**WORK REQUIRED:** The answer must consist of every line from the data that holds "river".

**DATA SHOWN:**
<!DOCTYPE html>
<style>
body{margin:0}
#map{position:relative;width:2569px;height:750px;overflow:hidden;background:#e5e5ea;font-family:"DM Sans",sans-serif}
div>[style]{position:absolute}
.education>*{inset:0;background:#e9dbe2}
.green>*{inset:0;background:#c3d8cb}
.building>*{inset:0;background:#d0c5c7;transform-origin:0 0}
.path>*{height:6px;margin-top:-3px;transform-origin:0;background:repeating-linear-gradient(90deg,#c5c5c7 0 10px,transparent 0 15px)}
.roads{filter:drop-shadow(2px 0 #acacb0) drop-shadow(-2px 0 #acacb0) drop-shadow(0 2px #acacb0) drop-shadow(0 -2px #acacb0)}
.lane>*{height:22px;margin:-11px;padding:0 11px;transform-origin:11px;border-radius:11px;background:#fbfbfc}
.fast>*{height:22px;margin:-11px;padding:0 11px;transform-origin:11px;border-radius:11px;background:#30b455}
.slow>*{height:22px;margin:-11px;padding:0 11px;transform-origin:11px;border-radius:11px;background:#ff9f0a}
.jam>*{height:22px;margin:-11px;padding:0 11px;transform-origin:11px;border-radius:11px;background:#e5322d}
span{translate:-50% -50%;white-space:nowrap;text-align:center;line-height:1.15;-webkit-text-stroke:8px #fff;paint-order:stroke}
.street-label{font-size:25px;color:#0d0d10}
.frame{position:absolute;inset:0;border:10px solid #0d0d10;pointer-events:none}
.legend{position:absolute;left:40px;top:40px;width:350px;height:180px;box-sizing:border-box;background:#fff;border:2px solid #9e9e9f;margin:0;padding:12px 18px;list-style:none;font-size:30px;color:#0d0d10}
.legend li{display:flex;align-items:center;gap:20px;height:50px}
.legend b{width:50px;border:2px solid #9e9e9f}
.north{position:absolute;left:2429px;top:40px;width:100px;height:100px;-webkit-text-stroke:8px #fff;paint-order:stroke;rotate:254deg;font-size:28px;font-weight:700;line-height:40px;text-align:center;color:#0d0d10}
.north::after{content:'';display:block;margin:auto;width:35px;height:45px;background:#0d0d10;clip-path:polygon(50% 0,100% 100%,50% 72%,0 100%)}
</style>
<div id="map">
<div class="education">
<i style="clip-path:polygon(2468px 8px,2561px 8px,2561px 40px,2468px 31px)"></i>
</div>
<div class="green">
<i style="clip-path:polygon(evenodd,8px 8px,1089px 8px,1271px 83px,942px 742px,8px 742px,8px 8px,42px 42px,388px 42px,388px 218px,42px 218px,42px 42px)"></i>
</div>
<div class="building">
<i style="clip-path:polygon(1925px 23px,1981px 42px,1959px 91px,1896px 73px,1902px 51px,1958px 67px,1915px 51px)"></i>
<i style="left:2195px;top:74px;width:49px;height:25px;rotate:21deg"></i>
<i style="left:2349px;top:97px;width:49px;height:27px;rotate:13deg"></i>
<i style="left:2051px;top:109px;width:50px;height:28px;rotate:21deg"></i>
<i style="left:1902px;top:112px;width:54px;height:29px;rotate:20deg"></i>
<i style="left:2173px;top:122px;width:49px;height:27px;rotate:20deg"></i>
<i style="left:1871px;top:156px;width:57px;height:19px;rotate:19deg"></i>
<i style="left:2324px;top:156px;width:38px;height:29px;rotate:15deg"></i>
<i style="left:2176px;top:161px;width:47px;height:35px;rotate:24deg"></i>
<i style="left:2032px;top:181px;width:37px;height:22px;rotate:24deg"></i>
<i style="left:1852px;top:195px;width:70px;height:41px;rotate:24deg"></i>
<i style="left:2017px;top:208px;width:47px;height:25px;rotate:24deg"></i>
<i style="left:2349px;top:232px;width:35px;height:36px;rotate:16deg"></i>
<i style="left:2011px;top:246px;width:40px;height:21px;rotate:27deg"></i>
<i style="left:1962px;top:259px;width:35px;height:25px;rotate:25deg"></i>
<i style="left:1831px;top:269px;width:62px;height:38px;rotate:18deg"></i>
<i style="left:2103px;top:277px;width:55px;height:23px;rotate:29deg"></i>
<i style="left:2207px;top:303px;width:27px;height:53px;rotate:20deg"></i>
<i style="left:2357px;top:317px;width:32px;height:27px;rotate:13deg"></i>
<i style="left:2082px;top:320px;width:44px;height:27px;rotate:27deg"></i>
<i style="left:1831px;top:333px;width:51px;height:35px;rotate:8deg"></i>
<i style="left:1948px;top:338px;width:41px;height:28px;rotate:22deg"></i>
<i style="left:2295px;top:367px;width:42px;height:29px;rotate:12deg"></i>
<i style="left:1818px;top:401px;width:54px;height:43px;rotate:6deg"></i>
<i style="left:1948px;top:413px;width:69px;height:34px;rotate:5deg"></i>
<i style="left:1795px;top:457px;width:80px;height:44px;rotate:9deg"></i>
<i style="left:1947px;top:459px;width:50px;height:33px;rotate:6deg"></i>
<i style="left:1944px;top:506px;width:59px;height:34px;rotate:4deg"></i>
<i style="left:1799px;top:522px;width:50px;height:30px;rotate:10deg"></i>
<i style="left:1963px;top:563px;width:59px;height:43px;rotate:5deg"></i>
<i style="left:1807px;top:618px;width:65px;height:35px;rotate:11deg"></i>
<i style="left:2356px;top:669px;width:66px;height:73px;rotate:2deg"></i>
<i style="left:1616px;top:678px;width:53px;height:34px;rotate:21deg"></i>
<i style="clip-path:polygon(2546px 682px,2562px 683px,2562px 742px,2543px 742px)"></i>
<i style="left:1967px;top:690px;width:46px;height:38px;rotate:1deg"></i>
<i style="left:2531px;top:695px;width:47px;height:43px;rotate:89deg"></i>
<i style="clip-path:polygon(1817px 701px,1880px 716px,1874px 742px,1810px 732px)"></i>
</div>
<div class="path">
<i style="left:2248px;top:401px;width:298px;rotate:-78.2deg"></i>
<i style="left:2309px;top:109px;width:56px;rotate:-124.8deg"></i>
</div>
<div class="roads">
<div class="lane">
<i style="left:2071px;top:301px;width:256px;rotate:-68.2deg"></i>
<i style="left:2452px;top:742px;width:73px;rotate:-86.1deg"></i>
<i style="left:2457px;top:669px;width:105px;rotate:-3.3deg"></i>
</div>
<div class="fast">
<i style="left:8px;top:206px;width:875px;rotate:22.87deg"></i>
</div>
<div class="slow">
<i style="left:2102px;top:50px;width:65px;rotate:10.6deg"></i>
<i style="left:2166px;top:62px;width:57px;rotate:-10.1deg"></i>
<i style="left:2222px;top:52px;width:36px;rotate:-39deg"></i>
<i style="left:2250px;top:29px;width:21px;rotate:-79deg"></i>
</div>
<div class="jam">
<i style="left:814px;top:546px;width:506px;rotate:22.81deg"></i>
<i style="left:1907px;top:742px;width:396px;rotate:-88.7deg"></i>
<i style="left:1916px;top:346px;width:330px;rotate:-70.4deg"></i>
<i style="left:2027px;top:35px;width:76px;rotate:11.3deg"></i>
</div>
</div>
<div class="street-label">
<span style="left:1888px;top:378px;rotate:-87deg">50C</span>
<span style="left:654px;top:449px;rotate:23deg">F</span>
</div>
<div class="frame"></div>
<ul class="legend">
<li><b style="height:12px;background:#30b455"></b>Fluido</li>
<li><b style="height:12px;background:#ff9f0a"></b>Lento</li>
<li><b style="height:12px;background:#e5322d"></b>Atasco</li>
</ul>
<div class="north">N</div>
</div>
--
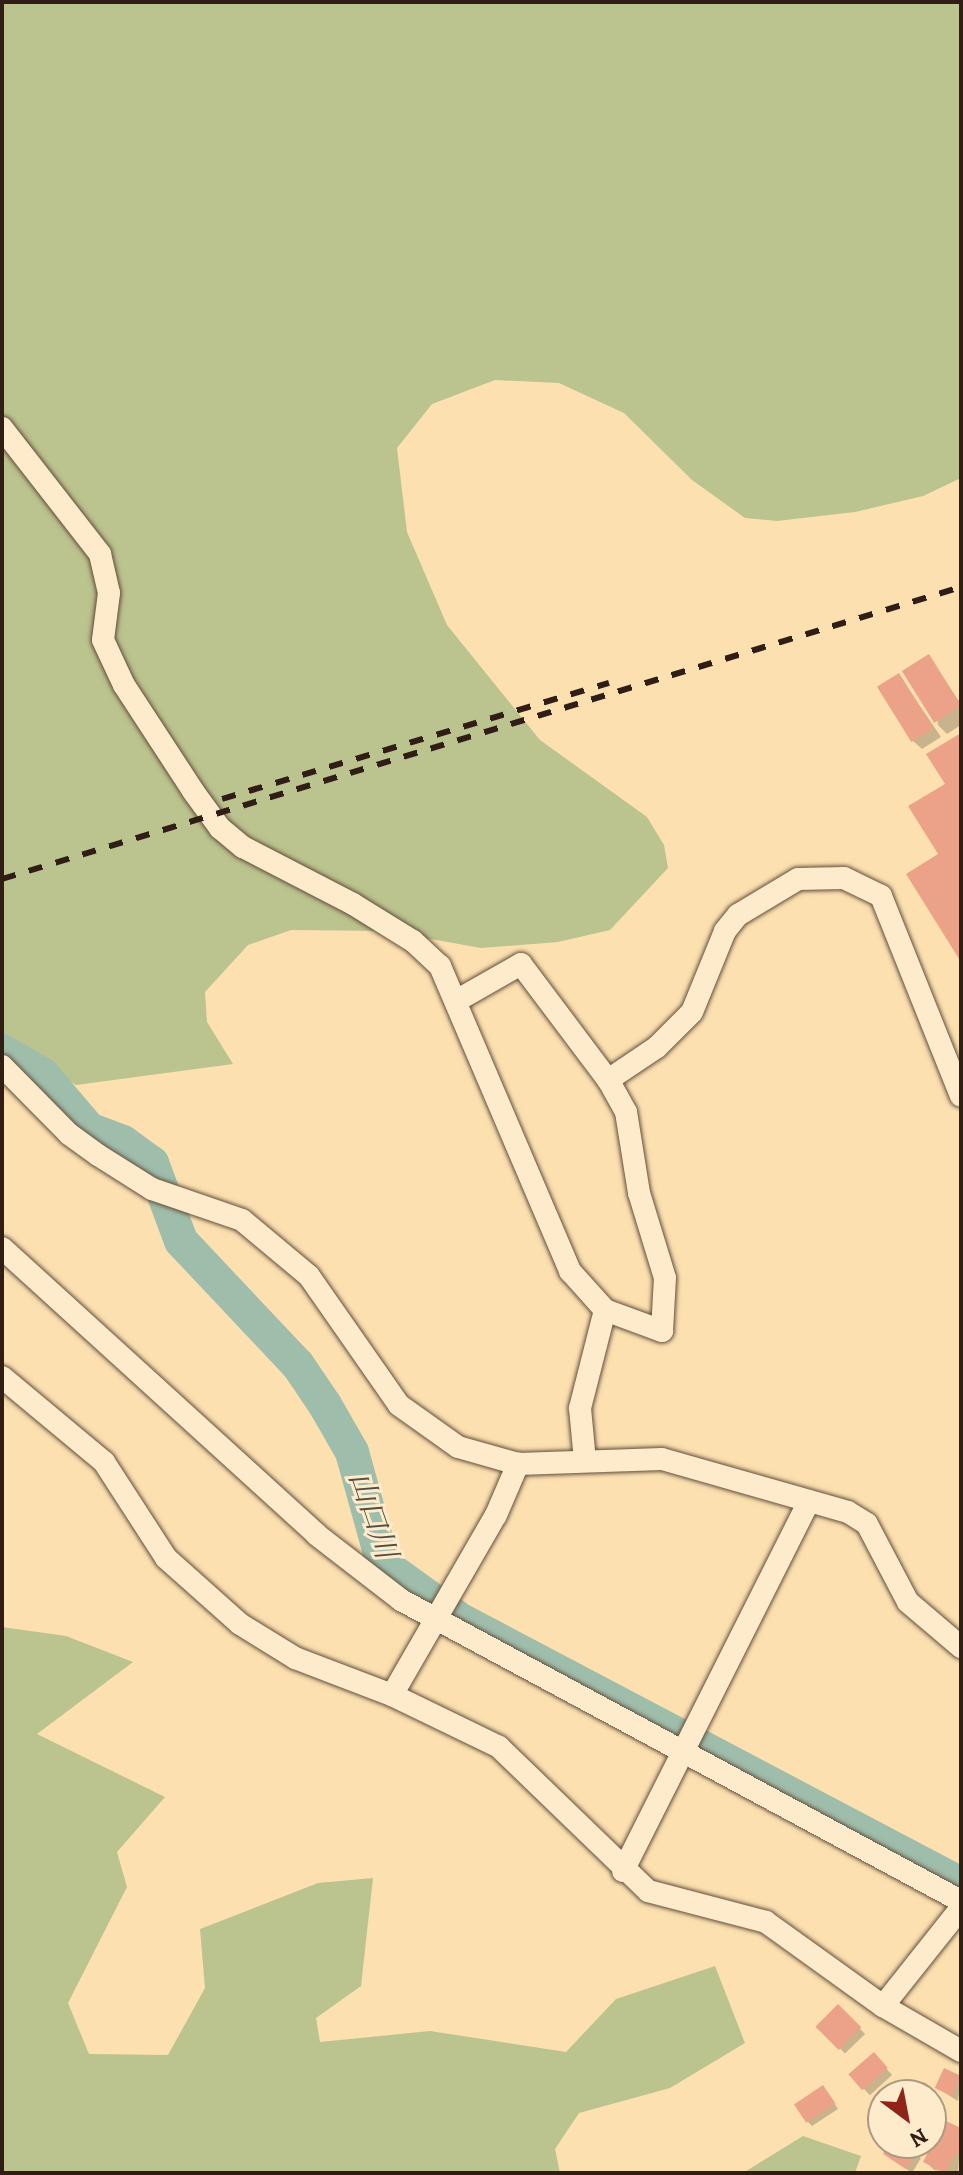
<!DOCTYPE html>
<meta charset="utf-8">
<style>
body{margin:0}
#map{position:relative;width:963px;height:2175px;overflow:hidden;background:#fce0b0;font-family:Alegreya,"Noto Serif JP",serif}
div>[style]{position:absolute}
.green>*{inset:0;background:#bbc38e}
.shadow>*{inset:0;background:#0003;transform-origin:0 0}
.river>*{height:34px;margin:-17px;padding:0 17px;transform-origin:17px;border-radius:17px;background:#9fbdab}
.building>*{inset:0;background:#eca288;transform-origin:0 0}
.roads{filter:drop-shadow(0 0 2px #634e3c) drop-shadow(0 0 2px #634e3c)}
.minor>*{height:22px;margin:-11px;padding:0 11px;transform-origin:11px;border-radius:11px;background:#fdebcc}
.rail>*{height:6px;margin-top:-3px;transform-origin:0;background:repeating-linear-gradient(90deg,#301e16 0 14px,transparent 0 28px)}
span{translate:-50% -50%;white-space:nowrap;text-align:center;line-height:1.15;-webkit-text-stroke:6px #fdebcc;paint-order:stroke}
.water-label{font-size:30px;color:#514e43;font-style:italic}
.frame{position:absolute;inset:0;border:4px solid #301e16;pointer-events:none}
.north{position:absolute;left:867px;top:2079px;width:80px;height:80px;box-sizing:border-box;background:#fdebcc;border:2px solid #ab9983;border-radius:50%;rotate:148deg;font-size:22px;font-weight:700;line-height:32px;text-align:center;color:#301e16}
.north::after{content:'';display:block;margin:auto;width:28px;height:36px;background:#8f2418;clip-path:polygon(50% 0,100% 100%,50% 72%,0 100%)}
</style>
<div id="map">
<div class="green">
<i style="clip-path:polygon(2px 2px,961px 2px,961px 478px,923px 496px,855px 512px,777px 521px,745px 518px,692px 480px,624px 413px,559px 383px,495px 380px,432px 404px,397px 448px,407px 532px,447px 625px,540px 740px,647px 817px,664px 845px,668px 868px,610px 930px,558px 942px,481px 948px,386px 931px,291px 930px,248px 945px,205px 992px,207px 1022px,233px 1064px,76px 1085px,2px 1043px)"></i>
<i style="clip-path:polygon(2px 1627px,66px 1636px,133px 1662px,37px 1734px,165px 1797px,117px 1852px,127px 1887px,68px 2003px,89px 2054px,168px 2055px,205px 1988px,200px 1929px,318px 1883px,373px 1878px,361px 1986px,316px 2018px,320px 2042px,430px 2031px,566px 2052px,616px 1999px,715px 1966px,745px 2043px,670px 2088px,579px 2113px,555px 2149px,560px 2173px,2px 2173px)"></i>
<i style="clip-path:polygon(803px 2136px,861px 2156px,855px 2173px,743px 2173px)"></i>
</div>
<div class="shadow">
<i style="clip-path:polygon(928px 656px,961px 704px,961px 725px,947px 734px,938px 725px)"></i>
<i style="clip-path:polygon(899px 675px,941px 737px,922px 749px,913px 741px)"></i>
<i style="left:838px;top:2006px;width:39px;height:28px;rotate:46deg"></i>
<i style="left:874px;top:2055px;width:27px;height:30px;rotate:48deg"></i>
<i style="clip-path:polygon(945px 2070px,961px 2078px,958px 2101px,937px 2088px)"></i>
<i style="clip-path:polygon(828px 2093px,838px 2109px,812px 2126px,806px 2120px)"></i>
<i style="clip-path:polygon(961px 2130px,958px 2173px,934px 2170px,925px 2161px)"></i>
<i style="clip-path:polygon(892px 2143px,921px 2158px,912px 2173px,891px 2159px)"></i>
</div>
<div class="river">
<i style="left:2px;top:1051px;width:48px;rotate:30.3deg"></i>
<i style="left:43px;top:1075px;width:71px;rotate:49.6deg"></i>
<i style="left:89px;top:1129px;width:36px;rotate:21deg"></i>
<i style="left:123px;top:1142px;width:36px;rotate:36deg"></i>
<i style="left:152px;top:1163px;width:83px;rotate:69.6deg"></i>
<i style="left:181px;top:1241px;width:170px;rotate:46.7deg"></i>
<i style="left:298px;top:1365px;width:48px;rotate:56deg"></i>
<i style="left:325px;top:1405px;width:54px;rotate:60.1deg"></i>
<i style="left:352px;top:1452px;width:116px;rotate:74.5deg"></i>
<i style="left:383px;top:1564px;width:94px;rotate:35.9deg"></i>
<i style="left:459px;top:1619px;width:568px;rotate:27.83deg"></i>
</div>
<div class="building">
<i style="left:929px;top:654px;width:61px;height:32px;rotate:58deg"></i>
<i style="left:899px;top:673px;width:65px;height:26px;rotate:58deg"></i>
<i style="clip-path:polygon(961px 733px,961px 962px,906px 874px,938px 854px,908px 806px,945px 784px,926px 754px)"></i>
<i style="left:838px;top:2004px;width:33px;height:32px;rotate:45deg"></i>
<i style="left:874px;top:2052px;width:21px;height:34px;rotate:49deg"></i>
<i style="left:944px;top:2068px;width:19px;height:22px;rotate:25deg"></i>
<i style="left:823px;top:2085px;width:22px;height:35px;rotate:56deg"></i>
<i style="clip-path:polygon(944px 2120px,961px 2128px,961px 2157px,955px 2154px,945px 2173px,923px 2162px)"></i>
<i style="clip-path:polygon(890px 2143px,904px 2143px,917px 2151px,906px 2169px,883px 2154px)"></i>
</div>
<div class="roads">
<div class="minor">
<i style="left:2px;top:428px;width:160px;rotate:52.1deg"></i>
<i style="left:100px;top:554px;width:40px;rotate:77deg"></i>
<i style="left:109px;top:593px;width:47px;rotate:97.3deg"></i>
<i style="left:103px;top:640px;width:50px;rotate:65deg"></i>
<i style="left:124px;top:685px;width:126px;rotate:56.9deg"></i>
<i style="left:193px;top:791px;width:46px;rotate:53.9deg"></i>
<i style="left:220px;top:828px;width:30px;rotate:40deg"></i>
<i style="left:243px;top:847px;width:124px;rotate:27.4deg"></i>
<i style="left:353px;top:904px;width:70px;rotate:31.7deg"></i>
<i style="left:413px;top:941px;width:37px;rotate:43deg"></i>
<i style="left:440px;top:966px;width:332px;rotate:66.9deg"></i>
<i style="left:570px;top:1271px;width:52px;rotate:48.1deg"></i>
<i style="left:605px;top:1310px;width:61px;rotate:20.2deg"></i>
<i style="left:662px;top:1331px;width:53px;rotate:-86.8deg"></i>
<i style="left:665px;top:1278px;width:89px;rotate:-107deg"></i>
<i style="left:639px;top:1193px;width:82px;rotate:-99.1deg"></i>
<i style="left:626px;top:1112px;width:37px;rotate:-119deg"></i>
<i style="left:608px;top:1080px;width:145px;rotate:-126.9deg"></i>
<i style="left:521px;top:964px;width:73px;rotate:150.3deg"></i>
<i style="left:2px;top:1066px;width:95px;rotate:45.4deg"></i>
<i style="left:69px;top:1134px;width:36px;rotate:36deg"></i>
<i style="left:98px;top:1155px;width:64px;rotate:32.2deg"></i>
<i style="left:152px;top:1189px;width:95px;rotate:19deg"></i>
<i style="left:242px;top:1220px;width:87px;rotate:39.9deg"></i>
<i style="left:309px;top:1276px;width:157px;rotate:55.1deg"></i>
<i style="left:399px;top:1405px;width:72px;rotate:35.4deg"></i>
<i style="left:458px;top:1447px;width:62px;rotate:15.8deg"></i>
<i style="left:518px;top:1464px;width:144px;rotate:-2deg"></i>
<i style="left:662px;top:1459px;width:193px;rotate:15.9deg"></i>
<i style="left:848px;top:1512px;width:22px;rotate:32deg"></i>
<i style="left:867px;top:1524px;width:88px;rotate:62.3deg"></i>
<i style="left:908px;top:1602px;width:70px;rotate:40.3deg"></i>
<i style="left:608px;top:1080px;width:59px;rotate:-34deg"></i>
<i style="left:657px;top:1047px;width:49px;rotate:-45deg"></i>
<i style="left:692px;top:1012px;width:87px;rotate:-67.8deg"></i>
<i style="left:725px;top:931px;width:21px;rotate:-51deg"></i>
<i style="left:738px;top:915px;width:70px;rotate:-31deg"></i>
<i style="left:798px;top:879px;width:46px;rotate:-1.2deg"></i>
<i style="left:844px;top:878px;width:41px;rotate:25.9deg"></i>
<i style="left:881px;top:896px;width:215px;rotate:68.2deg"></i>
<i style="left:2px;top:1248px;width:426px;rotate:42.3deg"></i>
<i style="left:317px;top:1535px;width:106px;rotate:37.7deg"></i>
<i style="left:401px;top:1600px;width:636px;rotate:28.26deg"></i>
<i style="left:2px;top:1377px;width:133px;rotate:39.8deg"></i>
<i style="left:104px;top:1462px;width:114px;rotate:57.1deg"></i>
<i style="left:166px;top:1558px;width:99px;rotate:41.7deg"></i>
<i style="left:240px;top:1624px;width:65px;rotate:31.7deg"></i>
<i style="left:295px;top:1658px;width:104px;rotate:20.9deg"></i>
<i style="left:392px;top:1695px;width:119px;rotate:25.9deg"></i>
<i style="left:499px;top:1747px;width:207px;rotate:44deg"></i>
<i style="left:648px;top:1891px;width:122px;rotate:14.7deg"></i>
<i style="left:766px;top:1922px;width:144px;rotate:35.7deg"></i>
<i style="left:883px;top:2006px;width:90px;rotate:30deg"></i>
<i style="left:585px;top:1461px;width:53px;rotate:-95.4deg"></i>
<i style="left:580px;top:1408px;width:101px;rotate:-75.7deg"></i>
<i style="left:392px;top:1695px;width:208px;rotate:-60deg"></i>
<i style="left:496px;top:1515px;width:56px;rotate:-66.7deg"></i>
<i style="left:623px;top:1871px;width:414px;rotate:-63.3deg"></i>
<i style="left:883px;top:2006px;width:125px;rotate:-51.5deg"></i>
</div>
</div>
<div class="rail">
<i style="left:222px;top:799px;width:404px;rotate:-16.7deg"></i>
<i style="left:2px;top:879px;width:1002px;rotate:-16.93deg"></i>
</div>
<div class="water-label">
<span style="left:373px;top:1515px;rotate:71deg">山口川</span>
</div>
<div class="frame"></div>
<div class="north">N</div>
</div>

**RESULT BELOW:**
.river>*{height:34px;margin:-17px;padding:0 17px;transform-origin:17px;border-radius:17px;background:#9fbdab}
<div class="river">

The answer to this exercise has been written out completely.